▸ **WORK INSTRUCTIONS**
Word for word, restate the lines of the material below from its first line through the one containing "height:6px; margin:-3px; padding:0". Omit the rest.

________

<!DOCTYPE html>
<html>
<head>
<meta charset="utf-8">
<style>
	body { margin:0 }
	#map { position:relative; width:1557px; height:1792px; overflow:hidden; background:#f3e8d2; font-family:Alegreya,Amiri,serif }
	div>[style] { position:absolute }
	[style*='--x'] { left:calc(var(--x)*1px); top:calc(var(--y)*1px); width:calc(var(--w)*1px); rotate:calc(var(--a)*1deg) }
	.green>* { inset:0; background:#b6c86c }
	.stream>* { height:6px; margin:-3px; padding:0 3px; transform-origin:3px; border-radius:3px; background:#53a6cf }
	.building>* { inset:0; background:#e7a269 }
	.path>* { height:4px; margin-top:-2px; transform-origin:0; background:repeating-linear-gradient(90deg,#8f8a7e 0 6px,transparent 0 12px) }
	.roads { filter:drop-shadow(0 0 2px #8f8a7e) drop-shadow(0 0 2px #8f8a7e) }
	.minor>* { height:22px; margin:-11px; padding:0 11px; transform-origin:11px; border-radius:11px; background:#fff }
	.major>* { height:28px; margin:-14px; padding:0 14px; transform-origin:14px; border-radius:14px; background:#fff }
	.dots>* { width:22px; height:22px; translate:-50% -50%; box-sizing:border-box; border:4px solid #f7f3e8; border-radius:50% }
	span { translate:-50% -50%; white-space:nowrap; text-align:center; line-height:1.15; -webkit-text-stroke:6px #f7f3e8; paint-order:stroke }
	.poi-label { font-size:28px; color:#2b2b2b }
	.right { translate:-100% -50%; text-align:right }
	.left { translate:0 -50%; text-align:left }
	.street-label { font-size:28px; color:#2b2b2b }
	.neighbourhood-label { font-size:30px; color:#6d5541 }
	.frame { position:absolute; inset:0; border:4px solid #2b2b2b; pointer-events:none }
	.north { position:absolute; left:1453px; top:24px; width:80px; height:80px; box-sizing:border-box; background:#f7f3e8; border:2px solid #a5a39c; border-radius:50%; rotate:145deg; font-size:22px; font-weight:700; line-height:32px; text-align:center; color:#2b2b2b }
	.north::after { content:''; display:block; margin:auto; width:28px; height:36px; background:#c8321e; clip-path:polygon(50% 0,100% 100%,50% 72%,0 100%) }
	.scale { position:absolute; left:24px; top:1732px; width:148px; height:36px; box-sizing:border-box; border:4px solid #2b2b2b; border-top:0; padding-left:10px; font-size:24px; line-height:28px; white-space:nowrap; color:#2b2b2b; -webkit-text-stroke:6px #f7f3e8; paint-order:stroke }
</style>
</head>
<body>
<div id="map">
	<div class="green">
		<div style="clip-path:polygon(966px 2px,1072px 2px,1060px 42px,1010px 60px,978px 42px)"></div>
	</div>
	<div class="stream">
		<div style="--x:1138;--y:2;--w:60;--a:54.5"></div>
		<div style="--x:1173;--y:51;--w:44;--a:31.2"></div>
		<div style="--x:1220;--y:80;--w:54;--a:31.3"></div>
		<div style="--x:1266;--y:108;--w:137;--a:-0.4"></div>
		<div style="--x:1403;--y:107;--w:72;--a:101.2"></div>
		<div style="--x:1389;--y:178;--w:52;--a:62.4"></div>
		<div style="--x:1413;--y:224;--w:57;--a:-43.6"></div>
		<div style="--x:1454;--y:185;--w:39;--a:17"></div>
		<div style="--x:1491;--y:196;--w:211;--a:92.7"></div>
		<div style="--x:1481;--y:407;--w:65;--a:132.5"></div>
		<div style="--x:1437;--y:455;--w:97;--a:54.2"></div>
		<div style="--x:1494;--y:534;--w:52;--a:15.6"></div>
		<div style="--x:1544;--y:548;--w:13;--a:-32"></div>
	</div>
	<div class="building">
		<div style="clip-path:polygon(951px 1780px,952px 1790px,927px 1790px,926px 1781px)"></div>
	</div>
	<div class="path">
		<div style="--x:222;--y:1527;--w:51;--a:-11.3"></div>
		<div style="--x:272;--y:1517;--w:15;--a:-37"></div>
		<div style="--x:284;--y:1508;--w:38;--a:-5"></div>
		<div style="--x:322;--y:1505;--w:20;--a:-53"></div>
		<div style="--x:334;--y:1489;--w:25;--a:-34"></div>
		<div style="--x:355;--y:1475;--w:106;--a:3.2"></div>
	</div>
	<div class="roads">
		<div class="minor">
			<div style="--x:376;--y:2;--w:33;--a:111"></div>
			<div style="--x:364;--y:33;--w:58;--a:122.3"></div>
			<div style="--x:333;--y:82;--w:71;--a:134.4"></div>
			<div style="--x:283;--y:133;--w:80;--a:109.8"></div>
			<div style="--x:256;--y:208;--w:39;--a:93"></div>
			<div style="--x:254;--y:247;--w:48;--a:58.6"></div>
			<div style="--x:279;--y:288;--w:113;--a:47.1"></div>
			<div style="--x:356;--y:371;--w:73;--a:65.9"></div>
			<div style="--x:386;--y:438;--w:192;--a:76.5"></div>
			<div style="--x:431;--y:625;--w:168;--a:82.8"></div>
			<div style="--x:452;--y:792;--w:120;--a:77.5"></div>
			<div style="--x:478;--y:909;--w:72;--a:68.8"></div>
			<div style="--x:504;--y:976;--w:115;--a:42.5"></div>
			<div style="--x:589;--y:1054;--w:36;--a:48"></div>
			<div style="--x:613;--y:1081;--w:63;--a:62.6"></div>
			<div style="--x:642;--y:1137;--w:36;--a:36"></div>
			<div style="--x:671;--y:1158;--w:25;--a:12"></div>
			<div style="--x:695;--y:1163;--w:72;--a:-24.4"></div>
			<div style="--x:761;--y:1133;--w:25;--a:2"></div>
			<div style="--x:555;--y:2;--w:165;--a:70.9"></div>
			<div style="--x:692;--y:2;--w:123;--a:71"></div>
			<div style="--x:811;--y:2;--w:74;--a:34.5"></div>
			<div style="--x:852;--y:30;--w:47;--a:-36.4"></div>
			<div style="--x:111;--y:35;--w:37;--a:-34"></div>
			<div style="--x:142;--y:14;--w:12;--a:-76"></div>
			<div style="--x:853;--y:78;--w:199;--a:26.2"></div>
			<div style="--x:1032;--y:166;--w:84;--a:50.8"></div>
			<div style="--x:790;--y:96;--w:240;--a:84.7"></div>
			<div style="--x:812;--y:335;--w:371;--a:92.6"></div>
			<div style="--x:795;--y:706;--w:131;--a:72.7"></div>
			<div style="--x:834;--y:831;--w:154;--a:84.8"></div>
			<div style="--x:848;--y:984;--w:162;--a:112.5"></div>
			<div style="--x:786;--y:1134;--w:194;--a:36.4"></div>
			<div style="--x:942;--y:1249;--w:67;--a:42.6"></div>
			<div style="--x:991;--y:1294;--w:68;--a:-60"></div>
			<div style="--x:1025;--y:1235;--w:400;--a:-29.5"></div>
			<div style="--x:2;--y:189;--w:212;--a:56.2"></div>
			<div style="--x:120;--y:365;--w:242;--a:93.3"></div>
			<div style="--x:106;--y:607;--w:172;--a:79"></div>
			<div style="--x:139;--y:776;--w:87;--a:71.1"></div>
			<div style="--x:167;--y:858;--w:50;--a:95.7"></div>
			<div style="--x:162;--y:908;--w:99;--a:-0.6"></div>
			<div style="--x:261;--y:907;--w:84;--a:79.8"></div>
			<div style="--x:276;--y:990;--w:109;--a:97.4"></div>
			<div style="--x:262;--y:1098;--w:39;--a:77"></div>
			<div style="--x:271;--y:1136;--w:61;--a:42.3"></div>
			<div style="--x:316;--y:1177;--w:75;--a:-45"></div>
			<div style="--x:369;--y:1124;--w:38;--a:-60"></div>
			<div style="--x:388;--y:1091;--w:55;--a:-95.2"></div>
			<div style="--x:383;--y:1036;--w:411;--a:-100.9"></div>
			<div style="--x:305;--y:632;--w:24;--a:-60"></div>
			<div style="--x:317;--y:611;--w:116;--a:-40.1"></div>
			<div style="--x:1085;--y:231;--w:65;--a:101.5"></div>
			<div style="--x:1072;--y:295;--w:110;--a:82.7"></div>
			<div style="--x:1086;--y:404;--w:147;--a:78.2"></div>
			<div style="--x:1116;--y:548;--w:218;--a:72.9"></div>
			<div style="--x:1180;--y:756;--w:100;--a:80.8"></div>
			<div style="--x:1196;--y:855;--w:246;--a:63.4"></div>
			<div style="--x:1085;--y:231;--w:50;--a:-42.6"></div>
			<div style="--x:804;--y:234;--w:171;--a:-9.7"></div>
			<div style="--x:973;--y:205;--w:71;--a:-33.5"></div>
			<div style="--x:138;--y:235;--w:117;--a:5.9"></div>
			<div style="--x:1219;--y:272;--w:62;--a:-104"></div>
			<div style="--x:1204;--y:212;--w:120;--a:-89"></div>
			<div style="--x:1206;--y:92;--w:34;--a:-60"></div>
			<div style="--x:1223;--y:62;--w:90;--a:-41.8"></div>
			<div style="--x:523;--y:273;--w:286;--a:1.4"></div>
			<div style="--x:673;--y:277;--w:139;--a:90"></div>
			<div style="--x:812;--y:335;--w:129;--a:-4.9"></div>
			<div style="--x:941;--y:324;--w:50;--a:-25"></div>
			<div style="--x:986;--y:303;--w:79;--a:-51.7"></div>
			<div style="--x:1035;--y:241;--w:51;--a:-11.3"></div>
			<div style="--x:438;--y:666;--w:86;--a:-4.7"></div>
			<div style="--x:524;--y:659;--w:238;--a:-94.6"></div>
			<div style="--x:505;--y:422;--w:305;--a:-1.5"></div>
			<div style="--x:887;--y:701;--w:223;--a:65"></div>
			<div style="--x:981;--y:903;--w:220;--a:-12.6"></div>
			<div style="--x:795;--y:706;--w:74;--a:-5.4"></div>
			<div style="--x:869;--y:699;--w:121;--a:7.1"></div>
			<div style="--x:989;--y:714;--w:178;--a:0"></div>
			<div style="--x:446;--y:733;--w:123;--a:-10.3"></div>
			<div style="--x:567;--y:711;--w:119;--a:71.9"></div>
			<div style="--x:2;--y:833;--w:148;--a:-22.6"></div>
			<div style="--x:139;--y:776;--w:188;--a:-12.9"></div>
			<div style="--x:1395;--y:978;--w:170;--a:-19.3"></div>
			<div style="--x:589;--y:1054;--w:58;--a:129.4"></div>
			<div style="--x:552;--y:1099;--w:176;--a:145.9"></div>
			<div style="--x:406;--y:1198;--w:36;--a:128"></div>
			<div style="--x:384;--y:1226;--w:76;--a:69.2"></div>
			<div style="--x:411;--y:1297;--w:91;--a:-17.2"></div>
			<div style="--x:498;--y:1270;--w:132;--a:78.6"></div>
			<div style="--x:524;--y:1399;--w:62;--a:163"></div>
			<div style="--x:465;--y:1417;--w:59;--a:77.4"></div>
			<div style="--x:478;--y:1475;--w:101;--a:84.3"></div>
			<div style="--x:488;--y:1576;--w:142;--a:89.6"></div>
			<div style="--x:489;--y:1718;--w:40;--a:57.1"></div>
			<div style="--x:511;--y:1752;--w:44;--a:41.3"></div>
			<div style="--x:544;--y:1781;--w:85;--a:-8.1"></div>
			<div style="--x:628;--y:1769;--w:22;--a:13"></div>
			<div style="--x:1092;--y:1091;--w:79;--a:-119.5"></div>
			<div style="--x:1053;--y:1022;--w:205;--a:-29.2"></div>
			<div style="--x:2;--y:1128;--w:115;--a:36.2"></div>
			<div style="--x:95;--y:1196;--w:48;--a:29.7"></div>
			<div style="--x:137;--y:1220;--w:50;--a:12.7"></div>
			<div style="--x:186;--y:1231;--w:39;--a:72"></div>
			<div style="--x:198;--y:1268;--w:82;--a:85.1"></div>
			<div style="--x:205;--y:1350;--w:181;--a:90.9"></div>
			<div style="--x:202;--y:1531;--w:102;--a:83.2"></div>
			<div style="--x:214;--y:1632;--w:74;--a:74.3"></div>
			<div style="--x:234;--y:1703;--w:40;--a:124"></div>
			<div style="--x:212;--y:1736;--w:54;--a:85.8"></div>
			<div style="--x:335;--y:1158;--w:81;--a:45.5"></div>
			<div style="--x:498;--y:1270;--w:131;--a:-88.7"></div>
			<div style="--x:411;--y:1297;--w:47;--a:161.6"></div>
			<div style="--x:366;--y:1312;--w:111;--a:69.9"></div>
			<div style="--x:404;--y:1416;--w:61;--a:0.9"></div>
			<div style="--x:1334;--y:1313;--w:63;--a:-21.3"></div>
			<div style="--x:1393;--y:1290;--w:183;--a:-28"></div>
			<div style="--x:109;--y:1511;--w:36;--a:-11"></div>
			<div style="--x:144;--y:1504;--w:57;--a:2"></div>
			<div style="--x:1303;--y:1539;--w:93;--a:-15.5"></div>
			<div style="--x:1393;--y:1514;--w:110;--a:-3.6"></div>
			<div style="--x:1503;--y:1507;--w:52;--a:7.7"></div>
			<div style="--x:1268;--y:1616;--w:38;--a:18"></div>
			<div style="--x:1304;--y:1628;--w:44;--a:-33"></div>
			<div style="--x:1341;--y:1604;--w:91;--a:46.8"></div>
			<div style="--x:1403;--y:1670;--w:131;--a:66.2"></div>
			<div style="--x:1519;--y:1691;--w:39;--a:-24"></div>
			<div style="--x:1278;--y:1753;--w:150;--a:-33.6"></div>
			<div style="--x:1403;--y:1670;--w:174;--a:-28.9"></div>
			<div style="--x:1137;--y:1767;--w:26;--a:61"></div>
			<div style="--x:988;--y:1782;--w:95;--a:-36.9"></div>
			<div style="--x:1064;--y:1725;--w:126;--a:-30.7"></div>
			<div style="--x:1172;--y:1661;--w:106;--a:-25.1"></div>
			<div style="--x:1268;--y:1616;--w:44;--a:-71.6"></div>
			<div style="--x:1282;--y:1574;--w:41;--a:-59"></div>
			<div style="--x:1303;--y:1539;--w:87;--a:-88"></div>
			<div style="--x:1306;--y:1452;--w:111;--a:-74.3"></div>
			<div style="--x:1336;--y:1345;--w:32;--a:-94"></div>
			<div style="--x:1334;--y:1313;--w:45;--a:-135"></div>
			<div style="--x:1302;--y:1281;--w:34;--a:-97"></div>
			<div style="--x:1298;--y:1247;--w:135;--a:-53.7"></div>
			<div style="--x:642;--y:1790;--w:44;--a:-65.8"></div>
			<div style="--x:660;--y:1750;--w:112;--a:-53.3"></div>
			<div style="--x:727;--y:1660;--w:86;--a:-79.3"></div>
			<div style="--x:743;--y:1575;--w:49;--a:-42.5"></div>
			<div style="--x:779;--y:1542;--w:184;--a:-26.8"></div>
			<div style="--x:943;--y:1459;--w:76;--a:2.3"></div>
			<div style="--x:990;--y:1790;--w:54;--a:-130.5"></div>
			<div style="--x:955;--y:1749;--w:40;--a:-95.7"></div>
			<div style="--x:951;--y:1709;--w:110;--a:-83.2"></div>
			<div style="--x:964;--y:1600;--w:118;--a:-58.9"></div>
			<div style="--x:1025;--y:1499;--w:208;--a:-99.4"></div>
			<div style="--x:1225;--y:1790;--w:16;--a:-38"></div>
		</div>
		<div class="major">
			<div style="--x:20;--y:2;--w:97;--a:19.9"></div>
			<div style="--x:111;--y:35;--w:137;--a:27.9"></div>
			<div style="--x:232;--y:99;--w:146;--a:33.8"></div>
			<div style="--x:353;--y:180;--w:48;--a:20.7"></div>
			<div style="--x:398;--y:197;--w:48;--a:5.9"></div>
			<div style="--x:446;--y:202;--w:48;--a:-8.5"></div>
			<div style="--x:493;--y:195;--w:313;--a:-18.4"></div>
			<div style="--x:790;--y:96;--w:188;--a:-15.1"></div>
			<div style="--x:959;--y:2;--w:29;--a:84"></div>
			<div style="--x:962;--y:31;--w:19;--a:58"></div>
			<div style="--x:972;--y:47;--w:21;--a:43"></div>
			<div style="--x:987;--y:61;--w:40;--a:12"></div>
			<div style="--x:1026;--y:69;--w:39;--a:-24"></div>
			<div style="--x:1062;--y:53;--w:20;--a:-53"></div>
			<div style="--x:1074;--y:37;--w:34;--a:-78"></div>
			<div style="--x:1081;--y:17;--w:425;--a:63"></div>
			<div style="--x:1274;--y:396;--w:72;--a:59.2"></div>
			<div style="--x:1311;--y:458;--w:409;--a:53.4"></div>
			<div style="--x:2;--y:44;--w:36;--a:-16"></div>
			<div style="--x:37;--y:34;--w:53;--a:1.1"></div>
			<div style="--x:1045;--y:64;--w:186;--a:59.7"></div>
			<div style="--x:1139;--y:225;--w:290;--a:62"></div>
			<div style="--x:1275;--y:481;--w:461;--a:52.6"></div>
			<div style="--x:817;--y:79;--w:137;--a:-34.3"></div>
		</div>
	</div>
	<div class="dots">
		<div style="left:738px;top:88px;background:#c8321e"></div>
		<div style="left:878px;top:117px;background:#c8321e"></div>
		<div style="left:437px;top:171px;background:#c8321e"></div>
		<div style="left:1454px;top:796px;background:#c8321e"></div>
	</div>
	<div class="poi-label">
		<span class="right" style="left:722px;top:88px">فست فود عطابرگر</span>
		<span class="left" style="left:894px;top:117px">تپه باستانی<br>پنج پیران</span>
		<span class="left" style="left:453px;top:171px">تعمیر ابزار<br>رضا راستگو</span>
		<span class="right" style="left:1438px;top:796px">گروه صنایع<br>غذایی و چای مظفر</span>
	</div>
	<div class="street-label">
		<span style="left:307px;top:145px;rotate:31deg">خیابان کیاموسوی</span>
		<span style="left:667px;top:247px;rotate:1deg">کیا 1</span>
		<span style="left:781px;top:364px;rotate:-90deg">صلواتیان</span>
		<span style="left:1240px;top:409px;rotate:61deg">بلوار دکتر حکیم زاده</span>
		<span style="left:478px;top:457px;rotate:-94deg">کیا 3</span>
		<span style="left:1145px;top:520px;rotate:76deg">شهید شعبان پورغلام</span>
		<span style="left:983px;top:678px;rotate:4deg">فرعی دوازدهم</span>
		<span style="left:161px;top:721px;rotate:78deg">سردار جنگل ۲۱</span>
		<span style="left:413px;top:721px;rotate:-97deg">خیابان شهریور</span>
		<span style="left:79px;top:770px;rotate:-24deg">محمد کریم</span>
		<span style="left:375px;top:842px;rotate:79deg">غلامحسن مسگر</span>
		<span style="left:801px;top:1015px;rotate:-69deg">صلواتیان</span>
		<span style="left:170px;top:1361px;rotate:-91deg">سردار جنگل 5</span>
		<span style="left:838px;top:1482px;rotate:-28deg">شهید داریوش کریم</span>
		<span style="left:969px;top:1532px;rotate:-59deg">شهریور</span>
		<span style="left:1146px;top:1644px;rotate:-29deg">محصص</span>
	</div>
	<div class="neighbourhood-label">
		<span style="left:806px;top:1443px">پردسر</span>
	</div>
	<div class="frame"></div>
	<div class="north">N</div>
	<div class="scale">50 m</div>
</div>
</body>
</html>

________

▸ **SOLUTION FOR THIS EXERCISE**
<!DOCTYPE html>
<html>
<head>
<meta charset="utf-8">
<style>
	body { margin:0 }
	#map { position:relative; width:1557px; height:1792px; overflow:hidden; background:#f3e8d2; font-family:Alegreya,Amiri,serif }
	div>[style] { position:absolute }
	[style*='--x'] { left:calc(var(--x)*1px); top:calc(var(--y)*1px); width:calc(var(--w)*1px); rotate:calc(var(--a)*1deg) }
	.green>* { inset:0; background:#b6c86c }
	.stream>* { height:6px; margin:-3px; padding:0 3px; transform-origin:3px; border-radius:3px; background:#53a6cf }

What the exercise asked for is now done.